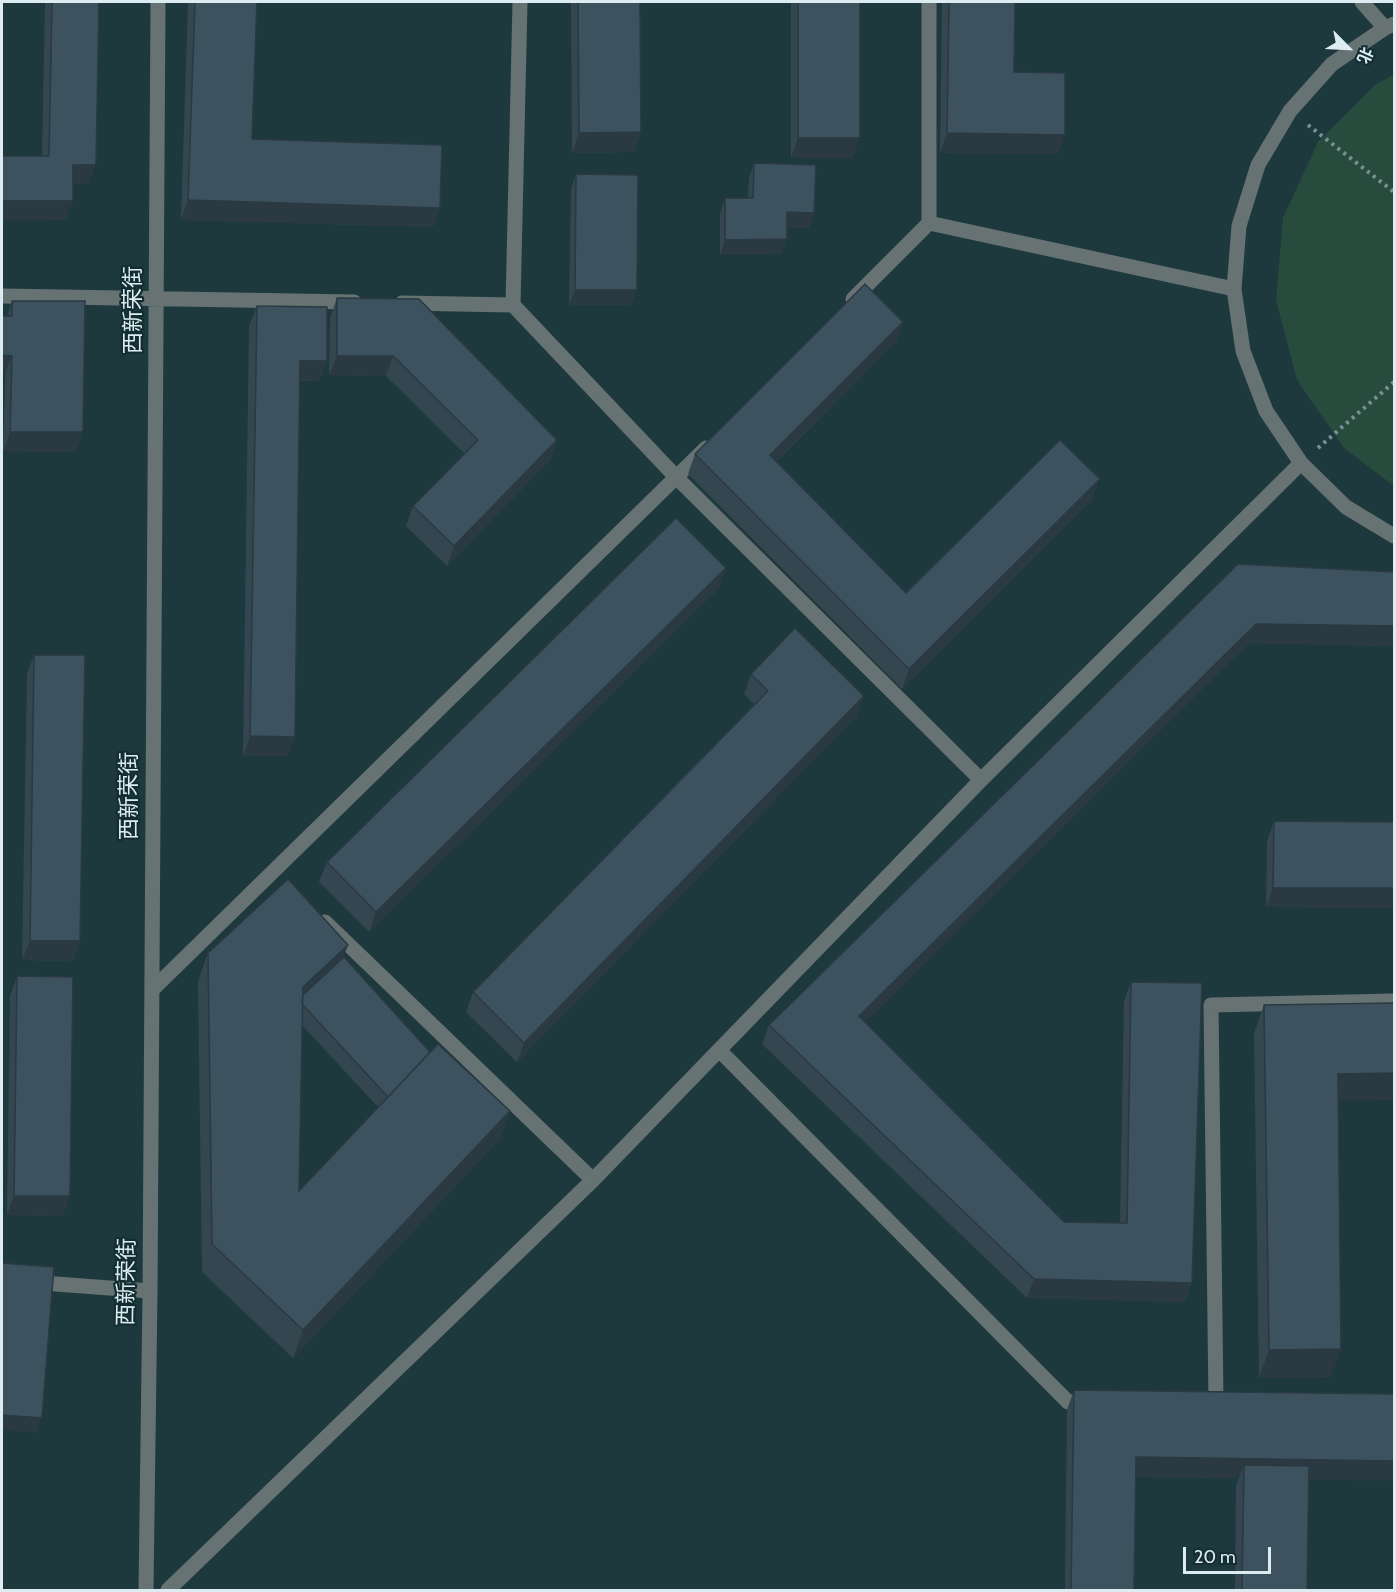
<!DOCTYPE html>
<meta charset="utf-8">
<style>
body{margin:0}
#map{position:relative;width:1396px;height:1592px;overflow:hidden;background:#1e393e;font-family:Cabin,"Noto Sans SC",sans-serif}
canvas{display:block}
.frame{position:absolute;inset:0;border:3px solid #ddecf0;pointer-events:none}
.north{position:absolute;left:1318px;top:18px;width:60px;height:60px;-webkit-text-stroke:4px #132e33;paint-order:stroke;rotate:114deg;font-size:16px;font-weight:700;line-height:24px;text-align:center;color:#ddecf0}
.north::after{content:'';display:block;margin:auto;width:21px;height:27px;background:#ddecf0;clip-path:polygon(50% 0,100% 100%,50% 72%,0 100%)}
.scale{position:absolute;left:1183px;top:1547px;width:88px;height:27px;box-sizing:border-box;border:3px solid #ddecf0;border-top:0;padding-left:8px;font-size:18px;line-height:21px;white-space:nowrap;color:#ddecf0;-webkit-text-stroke:4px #132e33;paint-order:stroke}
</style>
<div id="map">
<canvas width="1396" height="1592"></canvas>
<div class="frame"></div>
<div class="north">北</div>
<div class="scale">20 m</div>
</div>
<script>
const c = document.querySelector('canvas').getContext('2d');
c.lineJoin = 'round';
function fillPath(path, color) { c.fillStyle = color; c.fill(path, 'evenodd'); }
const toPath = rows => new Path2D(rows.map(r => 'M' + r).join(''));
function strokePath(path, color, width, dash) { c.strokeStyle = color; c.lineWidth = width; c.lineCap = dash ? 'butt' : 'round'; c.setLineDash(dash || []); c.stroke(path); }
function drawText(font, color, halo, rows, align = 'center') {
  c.font = font + ' Cabin,"Noto Sans SC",sans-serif'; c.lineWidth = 4.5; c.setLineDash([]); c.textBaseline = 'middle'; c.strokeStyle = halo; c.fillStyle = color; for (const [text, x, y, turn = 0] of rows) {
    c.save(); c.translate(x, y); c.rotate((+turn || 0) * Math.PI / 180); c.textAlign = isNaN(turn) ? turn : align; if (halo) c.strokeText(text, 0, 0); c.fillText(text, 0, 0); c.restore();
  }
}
fillPath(toPath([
 [1394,75,1394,486,1344,448,1297,380,1276,300,1283,218,1318,142,1376,84]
]), '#274c3d');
strokePath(toPath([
 [1308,125,1394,192],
 [1318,448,1394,382]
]), '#7a9094', 4, [3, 4.5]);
strokePath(toPath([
 [520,2,513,305,677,478,981,780],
 [929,2,929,223],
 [1362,2,1385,28],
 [1394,24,1385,28,1332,64,1290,111,1258,165,1239,226,1234,289,1243,351,1266,411,1301,463,1346,507,1394,536],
 [2,296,354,302],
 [853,299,929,223,1234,289],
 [402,303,513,305],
 [325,922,593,1180],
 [152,990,706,448],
 [719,1050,1068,1402,1089,1402],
 [2,1280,150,1291],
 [1216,1401,1211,1005,1394,1001],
 [146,1590,150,1291,158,2],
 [168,1590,593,1180,981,780,1301,463]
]), '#677372', 15);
fillPath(toPath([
 [45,2,99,2,89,184,73,184,66,220,42,156],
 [188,2,257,2,252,139,440,208,433,227,181,220],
 [571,2,640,2,641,132,634,152,572,153],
 [791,2,860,2,852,158,791,158],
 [942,2,1015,2,1014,72,1058,154,940,153],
 [754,163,814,213,809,228,787,227,782,254,720,255,720,213,725,198,748,198,749,178],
 [576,174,631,305,569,305,571,189],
 [337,298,557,440,550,460,447,566,406,526,413,506,465,454,386,376,329,375,330,318],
 [12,301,83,432,76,452,3,451,7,316],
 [257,306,327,361,319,381,300,381,288,756,243,756,249,326],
 [903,322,896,342,776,462,906,593,1092,499,902,689,688,474,695,454],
 [1238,564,1395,572,1395,646,1249,643,865,1022,1064,1222,1120,1223,1124,1001,1131,982,1192,1283,1185,1302,1027,1298,762,1044,769,1025],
 [726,568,719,588,369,932,319,882,327,862],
 [34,655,80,941,73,961,22,960,27,674],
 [751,674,857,716,517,1062,466,1012,473,992,754,704,744,694],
 [1274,821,1395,822,1395,908,1266,907,1267,841],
 [208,953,344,957,430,1052,510,1111,500,1139,293,1358,202,1272,198,981],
 [302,1025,378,1107,299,1191],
 [17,976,63,1216,7,1215,10,996],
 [1264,1005,1338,1101,1331,1377,1259,1378,1254,1033],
 [1074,1390,1309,1479,1307,1590,1235,1590,1236,1485,1239,1478,1136,1477,1134,1590,1065,1590,1067,1410]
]), '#344751');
fillPath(toPath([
 [641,132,634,152,572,153,579,133],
 [947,133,1065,135,1058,154,940,153],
 [798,138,860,138,852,158,791,158],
 [73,165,96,165,89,184,66,184],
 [188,200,440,208,433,227,181,220],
 [2,201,73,201,66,220,2,221],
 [787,212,814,213,809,228,782,227],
 [787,239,782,254,720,255,725,240],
 [575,290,637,290,631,305,569,305],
 [903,322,896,342,762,475,770,455],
 [2,355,12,356,4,375,2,375],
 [337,356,393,356,386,376,329,375],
 [300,361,327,361,319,381,293,380],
 [10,432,83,432,76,452,3,451],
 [557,440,550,460,447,566,454,546],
 [1100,479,1092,499,902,689,909,669],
 [726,568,719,588,369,932,376,912],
 [1256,624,1395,626,1395,646,1249,643,852,1036,859,1016],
 [864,696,857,716,517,1062,524,1043],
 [250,736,295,737,288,756,243,756],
 [1273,888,1395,888,1395,908,1266,907],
 [30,941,80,941,73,961,22,960],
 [348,945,338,972,303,1005,303,987],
 [1395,1073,1395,1100,1327,1101,1338,1074],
 [510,1111,500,1139,293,1358,303,1330],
 [14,1196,70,1196,63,1216,7,1215],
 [1034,1279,1192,1283,1185,1302,1027,1298],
 [1341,1349,1331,1377,1259,1378,1269,1350],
 [2,1415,42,1418,36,1433,2,1430],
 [1136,1457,1395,1461,1395,1481,1243,1479,1244,1465,1239,1478,1129,1477]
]), '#2a3942');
const building = toPath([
 [52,2,99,2,96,165,73,165,73,201,2,201,2,156,49,156,52,2],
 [195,2,257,2,252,139,442,145,440,208,188,200,195,2],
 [578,2,640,2,641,132,579,133,578,2],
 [798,2,860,2,860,138,798,138,798,2],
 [949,2,1015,2,1014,72,1065,73,1065,135,947,133,949,2],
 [754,163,816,165,814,213,787,212,787,239,725,240,725,198,753,198,754,163],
 [576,174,638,175,637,290,575,290,576,174],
 [865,284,903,322,770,455,906,593,1060,440,1100,479,909,669,695,454,865,284],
 [337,298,419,299,557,440,454,546,413,506,478,440,393,356,337,356,337,298],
 [12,301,85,301,83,432,10,432,12,356,2,355,2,316,12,316,12,301],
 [257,306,327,307,327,361,300,361,295,737,250,736,257,306],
 [676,518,726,568,376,912,327,862,676,518],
 [1238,564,1395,572,1395,626,1256,624,859,1016,1064,1222,1127,1223,1131,982,1202,983,1192,1283,1034,1279,769,1025,1238,564],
 [795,628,864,696,524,1043,473,992,768,691,751,674,795,628],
 [34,655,85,655,80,941,30,941,34,655],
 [1274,821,1395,822,1395,888,1273,888,1274,821],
 [288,879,348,945,303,987,299,1191,438,1044,510,1111,303,1330,212,1244,208,953,288,879],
 [344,957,430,1052,388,1097,302,1004,303,995,344,957],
 [17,976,73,977,70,1196,14,1196,17,976],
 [1395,1003,1395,1073,1338,1074,1341,1349,1269,1350,1264,1005,1395,1003],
 [2,1263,54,1267,42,1418,2,1415,2,1263],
 [1074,1390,1395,1394,1395,1461,1136,1457,1134,1590,1071,1590,1074,1390],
 [1244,1465,1309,1466,1307,1590,1242,1590,1244,1465]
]);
fillPath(building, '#3c525e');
strokePath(building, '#2a3942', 1.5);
drawText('22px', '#ddecf0', '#132e33', [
 ["西新荣街",134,310,-90],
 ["西新荣街",130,796,-90],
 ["西新荣街",127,1282,-89]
]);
</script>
# # #
▶ **WORK REQUEST**
Copy all lines from the material that contain "setLineDash".

▶ **RESPONSE**
function strokePath(path, color, width, dash) { c.strokeStyle = color; c.lineWidth = width; c.lineCap = dash ? 'butt' : 'round'; c.setLineDash(dash || []); c.stroke(path); }
  c.font = font + ' Cabin,"Noto Sans SC",sans-serif'; c.lineWidth = 4.5; c.setLineDash([]); c.textBaseline = 'middle'; c.strokeStyle = halo; c.fillStyle = color; for (const [text, x, y, turn = 0] of rows) {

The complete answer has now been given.